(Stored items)
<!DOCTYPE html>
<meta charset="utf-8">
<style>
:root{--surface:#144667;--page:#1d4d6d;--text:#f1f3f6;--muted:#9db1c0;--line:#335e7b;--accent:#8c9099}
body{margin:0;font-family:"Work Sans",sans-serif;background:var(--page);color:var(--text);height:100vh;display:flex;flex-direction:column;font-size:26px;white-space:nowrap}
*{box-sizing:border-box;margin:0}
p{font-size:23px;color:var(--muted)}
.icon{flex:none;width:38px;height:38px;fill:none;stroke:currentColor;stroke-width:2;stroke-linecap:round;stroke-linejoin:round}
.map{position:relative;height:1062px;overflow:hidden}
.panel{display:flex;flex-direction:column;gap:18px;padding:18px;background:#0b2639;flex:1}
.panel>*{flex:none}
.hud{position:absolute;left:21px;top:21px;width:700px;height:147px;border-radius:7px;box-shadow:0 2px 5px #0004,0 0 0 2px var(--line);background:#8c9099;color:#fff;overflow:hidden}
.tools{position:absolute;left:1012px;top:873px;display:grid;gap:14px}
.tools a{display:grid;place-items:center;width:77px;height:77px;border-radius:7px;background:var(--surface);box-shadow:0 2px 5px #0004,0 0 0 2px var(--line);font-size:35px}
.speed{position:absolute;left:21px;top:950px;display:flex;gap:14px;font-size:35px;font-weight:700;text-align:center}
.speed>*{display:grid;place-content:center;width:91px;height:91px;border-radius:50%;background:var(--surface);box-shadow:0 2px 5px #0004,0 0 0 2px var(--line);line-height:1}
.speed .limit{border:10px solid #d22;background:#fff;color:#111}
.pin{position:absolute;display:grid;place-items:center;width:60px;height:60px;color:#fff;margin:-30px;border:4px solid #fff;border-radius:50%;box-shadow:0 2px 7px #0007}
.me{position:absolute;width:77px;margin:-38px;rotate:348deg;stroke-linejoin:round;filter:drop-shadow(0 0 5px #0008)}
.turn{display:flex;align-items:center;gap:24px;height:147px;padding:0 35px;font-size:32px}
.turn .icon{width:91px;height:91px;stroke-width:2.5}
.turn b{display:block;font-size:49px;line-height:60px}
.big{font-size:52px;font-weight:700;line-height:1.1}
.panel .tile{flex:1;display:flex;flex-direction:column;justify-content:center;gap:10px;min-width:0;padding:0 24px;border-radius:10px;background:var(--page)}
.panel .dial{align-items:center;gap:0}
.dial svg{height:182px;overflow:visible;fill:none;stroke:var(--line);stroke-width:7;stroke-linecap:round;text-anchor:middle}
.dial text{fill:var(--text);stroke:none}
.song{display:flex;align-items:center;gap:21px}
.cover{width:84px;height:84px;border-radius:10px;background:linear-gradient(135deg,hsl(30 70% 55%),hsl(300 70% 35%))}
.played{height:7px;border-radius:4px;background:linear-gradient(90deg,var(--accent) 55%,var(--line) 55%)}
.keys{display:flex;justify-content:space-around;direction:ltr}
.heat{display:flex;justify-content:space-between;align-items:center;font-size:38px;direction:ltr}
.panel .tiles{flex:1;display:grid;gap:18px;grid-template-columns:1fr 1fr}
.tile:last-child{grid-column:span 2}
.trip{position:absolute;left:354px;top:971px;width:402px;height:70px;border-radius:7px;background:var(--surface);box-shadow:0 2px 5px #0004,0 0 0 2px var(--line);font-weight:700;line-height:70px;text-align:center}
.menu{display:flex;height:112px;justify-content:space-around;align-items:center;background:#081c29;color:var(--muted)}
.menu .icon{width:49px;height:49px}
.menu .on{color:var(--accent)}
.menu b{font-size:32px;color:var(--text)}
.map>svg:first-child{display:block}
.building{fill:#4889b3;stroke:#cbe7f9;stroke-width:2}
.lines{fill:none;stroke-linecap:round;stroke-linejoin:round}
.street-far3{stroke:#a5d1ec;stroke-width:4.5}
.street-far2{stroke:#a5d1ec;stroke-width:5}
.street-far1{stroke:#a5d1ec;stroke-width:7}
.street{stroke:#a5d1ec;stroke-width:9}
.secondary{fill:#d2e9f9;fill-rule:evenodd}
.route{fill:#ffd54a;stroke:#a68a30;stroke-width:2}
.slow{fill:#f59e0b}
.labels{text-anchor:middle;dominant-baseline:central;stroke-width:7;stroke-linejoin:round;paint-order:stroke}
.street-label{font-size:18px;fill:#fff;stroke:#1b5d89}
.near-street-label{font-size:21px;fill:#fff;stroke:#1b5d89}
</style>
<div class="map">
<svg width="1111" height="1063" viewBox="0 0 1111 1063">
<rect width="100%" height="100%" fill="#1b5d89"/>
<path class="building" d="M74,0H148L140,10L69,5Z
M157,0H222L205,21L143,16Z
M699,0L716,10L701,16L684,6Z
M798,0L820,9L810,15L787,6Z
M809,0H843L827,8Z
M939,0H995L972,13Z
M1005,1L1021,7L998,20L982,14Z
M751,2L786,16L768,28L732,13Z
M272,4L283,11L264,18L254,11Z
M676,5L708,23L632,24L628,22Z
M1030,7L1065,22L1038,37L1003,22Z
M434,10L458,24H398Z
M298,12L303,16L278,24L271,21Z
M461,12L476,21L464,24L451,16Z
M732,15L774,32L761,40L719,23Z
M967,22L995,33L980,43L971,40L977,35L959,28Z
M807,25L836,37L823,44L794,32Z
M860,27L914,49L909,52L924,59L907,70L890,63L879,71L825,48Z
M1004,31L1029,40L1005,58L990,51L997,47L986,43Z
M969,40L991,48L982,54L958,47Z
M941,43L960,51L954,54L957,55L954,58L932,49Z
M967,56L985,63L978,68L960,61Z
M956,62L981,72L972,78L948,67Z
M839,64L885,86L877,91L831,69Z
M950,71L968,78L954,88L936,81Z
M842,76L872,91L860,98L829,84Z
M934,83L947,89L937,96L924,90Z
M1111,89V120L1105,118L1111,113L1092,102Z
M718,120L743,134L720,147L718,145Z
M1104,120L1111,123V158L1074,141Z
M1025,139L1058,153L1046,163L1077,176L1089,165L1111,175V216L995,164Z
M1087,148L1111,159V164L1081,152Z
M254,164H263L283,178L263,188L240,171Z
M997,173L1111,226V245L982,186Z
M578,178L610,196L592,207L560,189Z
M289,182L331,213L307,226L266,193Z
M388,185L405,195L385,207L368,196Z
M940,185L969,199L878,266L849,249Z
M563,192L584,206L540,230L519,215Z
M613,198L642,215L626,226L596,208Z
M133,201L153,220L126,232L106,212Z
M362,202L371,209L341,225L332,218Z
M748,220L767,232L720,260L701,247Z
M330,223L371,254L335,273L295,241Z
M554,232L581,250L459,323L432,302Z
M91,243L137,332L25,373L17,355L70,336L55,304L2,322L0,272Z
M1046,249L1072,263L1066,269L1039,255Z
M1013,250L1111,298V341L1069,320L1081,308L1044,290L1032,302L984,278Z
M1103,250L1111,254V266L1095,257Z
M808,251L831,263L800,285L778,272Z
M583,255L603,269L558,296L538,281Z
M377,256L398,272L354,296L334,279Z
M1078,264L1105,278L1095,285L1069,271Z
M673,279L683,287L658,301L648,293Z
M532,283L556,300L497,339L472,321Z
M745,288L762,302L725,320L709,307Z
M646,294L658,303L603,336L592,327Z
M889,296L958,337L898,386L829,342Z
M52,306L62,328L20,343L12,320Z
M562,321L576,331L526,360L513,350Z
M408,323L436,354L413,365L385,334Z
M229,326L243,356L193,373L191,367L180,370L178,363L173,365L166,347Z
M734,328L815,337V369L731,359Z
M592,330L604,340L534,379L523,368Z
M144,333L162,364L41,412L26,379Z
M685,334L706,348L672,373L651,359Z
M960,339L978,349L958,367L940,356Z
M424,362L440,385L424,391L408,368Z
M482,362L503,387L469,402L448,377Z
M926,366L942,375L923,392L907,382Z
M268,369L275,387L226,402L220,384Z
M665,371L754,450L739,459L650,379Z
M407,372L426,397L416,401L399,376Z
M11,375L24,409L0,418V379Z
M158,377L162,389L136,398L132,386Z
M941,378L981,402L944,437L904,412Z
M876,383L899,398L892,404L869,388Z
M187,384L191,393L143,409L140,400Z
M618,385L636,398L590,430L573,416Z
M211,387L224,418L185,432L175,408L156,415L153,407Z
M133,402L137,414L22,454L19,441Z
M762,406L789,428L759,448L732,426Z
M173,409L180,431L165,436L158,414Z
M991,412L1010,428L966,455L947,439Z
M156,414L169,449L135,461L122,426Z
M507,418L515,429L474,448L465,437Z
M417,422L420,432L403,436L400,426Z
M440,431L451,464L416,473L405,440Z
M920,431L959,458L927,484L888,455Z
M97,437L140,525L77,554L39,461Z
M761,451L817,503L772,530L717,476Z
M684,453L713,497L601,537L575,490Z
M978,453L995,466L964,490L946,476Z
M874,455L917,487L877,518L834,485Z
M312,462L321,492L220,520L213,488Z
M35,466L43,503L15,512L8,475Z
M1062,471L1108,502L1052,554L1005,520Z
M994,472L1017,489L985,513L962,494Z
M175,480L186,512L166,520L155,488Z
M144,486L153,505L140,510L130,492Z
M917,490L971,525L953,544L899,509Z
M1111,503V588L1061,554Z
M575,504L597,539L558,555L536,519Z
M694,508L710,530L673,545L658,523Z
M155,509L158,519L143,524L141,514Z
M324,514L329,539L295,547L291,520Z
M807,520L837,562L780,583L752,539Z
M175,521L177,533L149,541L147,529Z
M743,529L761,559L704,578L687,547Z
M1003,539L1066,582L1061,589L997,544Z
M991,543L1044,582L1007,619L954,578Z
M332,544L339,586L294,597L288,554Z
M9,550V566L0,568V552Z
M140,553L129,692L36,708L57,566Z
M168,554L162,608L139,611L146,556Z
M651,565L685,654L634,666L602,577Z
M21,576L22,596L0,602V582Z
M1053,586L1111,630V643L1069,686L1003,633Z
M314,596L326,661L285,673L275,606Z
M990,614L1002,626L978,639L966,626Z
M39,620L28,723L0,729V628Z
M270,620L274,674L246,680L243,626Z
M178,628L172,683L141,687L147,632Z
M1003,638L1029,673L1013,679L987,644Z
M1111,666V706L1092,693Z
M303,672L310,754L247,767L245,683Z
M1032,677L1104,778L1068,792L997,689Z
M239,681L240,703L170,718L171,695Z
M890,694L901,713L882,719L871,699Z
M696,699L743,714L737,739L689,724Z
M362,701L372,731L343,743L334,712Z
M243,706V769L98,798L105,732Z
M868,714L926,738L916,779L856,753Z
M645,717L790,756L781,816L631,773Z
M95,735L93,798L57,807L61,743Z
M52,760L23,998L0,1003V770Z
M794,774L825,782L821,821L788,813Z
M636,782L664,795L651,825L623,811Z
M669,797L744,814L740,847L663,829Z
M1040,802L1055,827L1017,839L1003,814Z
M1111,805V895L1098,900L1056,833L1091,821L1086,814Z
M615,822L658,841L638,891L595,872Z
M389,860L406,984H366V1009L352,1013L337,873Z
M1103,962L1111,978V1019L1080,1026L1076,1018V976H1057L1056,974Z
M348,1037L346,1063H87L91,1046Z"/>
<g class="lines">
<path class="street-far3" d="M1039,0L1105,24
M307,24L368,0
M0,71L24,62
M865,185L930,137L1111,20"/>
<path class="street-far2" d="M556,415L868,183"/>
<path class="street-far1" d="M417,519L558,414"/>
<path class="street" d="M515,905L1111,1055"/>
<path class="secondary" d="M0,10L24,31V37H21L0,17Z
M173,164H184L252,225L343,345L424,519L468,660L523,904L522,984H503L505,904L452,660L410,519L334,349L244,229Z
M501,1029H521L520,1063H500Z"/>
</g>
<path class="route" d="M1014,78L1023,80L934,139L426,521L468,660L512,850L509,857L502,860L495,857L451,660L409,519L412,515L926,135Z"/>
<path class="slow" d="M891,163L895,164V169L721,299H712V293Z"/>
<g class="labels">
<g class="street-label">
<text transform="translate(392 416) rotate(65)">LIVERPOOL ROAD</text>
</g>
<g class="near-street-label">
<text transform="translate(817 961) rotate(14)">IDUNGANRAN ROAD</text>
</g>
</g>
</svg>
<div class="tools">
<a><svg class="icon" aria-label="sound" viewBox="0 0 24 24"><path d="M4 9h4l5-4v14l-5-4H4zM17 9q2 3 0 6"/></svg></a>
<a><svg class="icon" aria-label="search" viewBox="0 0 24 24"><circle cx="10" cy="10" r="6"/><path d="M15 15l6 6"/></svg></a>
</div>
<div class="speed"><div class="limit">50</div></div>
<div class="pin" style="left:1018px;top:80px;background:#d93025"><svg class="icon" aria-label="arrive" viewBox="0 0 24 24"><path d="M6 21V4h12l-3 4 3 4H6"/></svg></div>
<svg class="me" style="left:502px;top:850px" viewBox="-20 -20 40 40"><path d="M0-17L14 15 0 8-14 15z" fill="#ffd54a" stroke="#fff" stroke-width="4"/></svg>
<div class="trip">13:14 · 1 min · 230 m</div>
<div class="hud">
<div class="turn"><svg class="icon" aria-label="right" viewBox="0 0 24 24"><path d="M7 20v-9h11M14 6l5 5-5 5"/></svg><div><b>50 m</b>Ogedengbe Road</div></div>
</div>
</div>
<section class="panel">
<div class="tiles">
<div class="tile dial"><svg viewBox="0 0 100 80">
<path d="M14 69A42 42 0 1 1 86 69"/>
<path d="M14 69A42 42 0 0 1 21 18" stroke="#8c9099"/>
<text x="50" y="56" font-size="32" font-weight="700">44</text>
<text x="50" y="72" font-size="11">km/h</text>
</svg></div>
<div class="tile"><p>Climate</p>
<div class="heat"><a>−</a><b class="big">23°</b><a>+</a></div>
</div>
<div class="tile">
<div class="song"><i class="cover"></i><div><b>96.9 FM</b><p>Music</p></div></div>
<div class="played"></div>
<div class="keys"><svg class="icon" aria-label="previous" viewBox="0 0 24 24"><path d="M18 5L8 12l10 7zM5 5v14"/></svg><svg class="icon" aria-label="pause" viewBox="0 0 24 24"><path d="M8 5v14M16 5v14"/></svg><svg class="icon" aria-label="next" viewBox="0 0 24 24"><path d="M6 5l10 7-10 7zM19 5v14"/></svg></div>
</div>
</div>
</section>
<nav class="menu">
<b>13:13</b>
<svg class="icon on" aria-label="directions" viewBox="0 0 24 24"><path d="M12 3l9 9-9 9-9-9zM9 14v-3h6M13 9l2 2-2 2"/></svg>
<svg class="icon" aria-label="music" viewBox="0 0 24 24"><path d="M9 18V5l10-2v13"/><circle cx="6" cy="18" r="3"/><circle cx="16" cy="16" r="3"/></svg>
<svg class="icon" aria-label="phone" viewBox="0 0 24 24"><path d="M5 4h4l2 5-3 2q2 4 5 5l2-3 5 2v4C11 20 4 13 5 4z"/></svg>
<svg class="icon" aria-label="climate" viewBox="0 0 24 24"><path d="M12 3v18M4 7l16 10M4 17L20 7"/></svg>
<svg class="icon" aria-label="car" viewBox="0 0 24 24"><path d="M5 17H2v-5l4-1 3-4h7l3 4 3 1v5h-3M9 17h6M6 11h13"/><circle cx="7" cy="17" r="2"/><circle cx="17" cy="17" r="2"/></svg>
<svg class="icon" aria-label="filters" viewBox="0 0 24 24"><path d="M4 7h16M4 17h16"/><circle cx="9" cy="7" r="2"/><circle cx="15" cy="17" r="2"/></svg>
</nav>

- **What to work on**:
Please report every line among the entries that includes "song".

- **Answer for this exercise**:
.song{display:flex;align-items:center;gap:21px}
<div class="song"><i class="cover"></i><div><b>96.9 FM</b><p>Music</p></div></div>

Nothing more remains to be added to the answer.